Cliënt ontkent ten stelligste zich aan een strafbaar feit te hebben schuldig gemaakt. Volgens cliënt is het slachtoffer van de trap gevallen en nadien in de woonkamer nog eens met het hoofd tegen de tafel. Het kwam vaker voor dat het slachtoffer flauw viel.

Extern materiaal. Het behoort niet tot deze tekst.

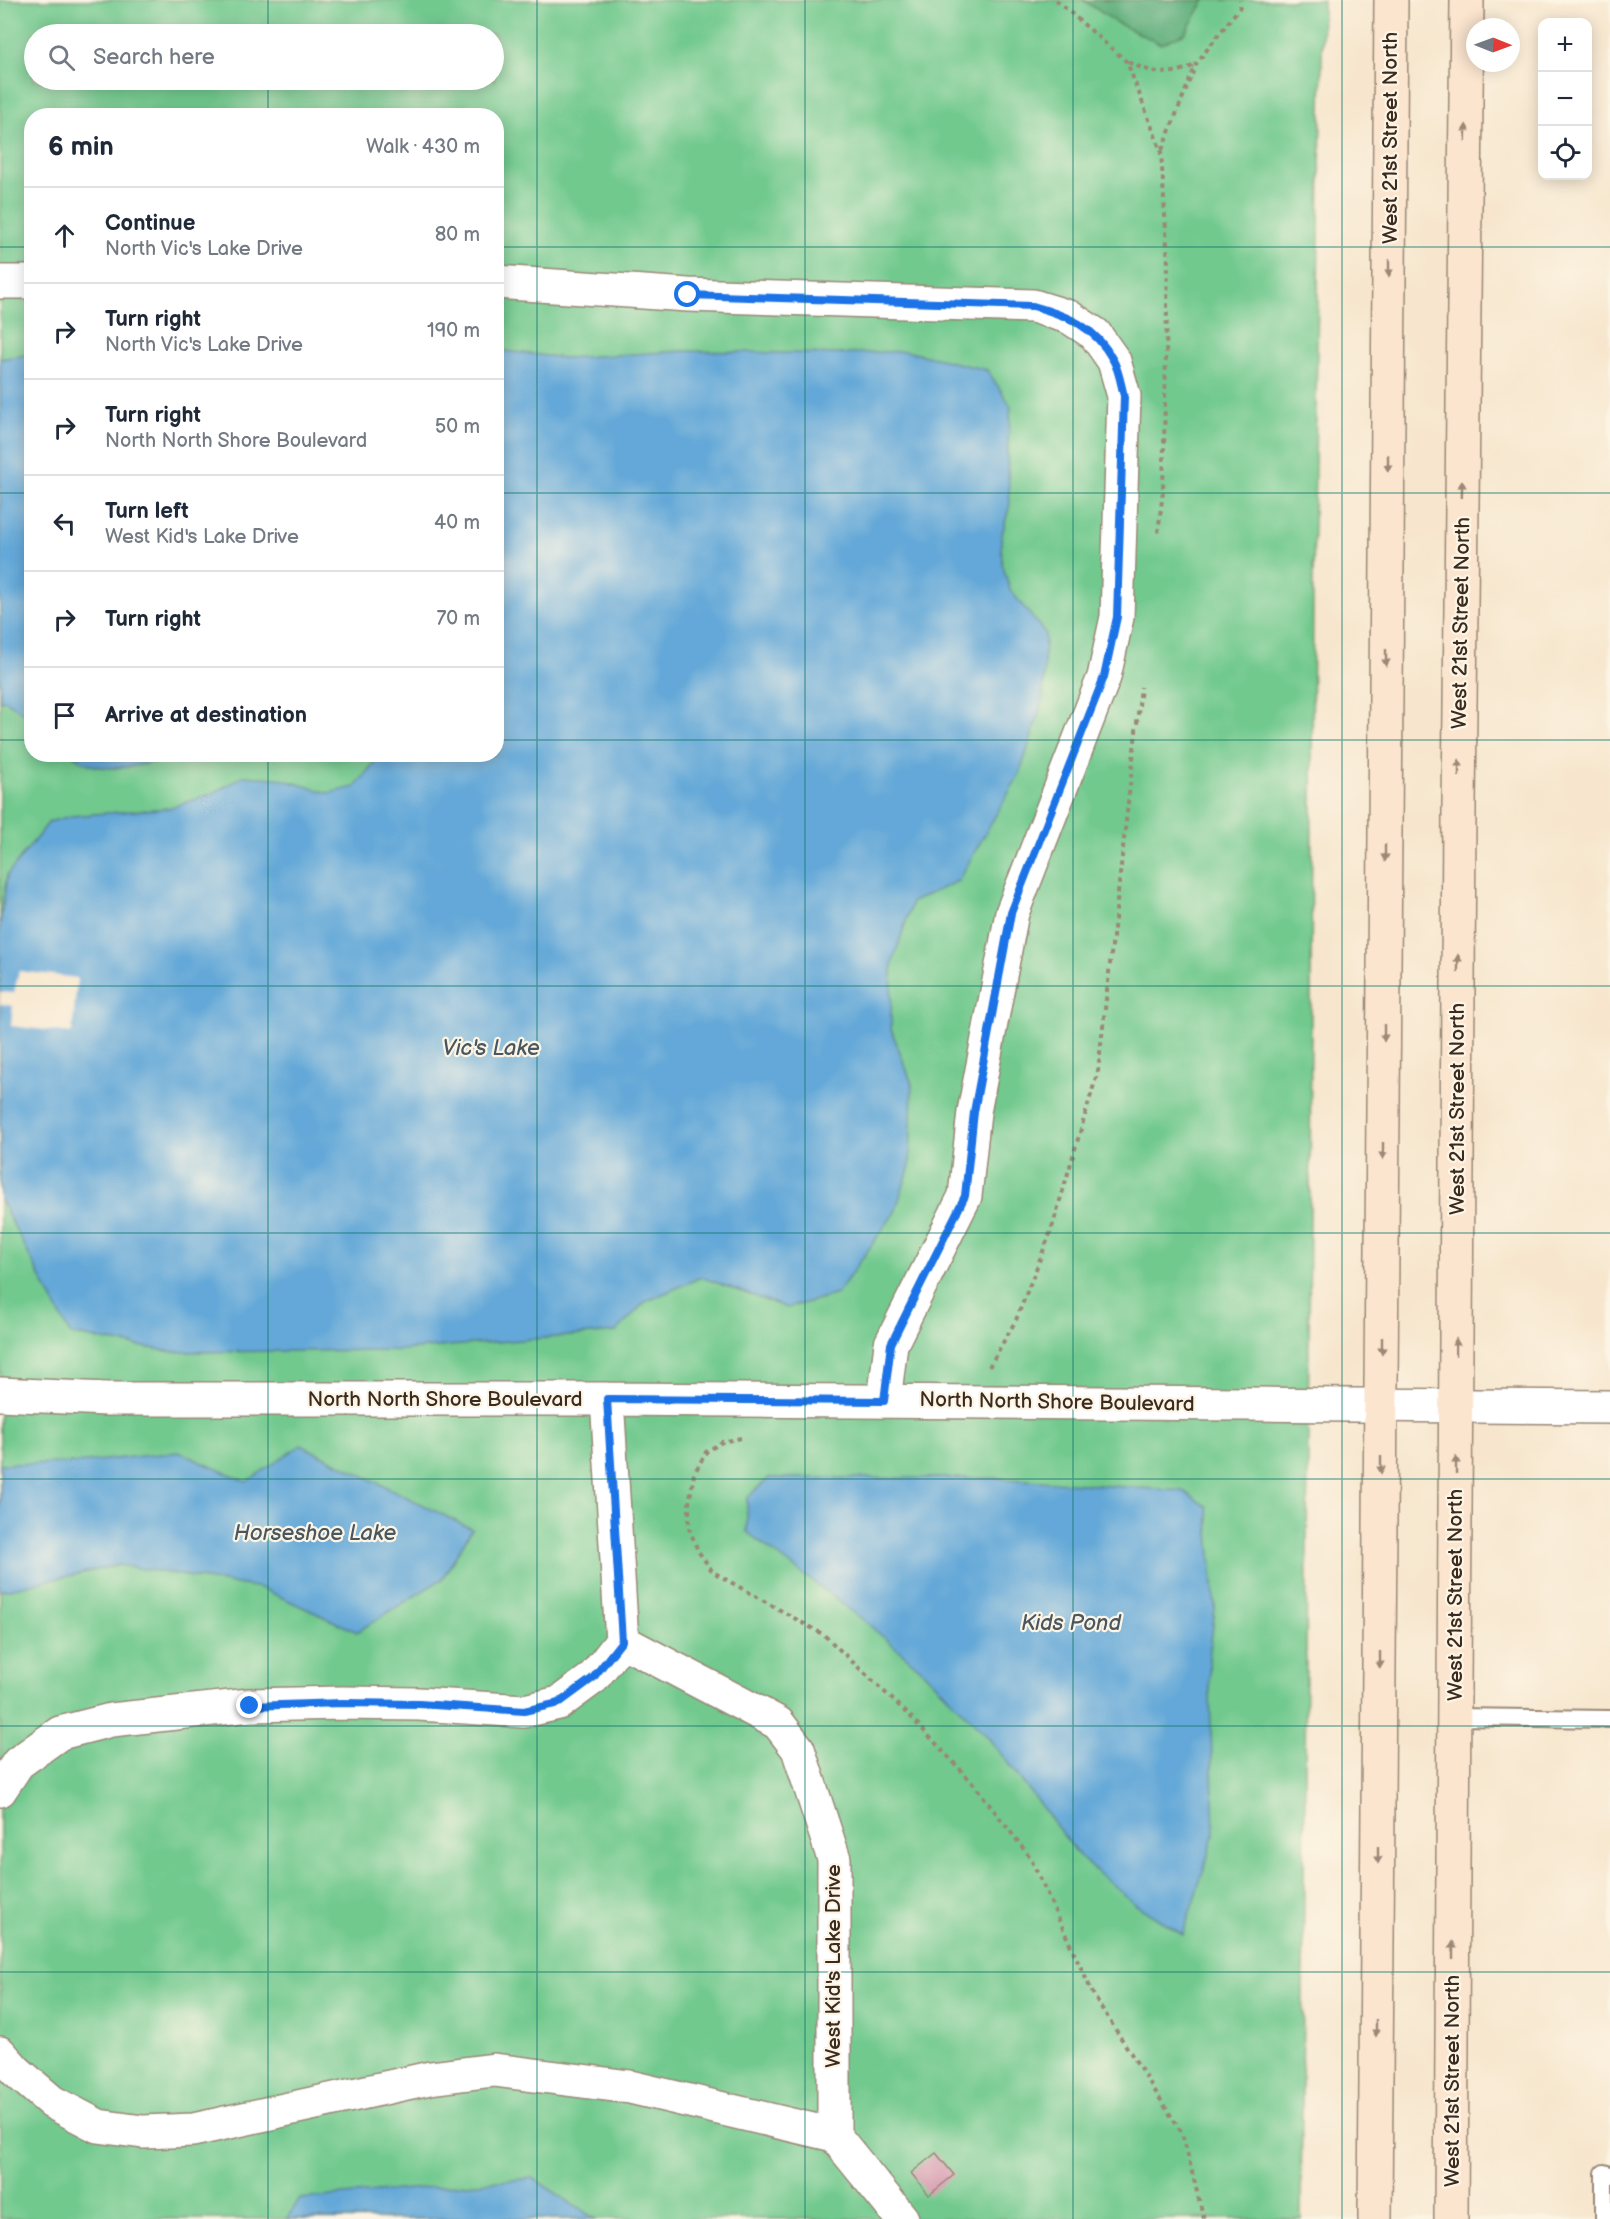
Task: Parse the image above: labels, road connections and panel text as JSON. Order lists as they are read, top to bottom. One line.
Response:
{"streets":{"main road":["West 21st Street North"],"street":["North North Shore Boulevard","West Kid's Lake Drive"]},"crossings":[["West 21st Street North","North North Shore Boulevard"]],"water":["Vic's Lake","Horseshoe Lake","Kids Pond"],"north":"right","page":{"map_buttons":["+","−"],"search":"Search here","heading":["6 min","Walk · 430 m"],"list":[["Continue","North Vic's Lake Drive","80 m"],["Turn right","North Vic's Lake Drive","190 m"],["Turn right","North North Shore Boulevard","50 m"],["Turn left","West Kid's Lake Drive","40 m"],["Turn right","70 m"],"Arrive at destination"]}}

Cliënt was niet ter terechtzitting aanwezig. Begin 2005, dus reeds na enkele maanden na het feit, is hij door de rechtbank uit de voorlopige hechtenis geschorst. Cliënt heeft tot het vonnis van de rechtbank in april 2007 vrij rondgelopen. De rechtbank heeft bij vonnis de schorsing opgeheven. Ten tijde van de uitspraak van de rechtbank verbleef cliënt voor zijn werk in het buitenland. Nadat hem de veroordeling bekend werd, heeft hij de keuze gemaakt niet naar Nederland terug te keren. Hoewel hij zich daarmee strikt genomen onttrekt aan een veroordelend vonnis, stelt cliënt dat hij bij terugkeer direct zou worden aangehouden. Nu cliënt verklaart onschuldig te zijn, zou terugkeer naar Nederland een in zijn ogen volstrekt onterechte detentie inhouden. Om die reden heeft cliënt het hoger beroep in het buitenland afgewacht. Een verzoek op voorhand aan het OM van de verdediging om cliënt ten behoeve van het bijwonen van de terechtzitting een ´vrijgeleide`te geven, is afgewezen.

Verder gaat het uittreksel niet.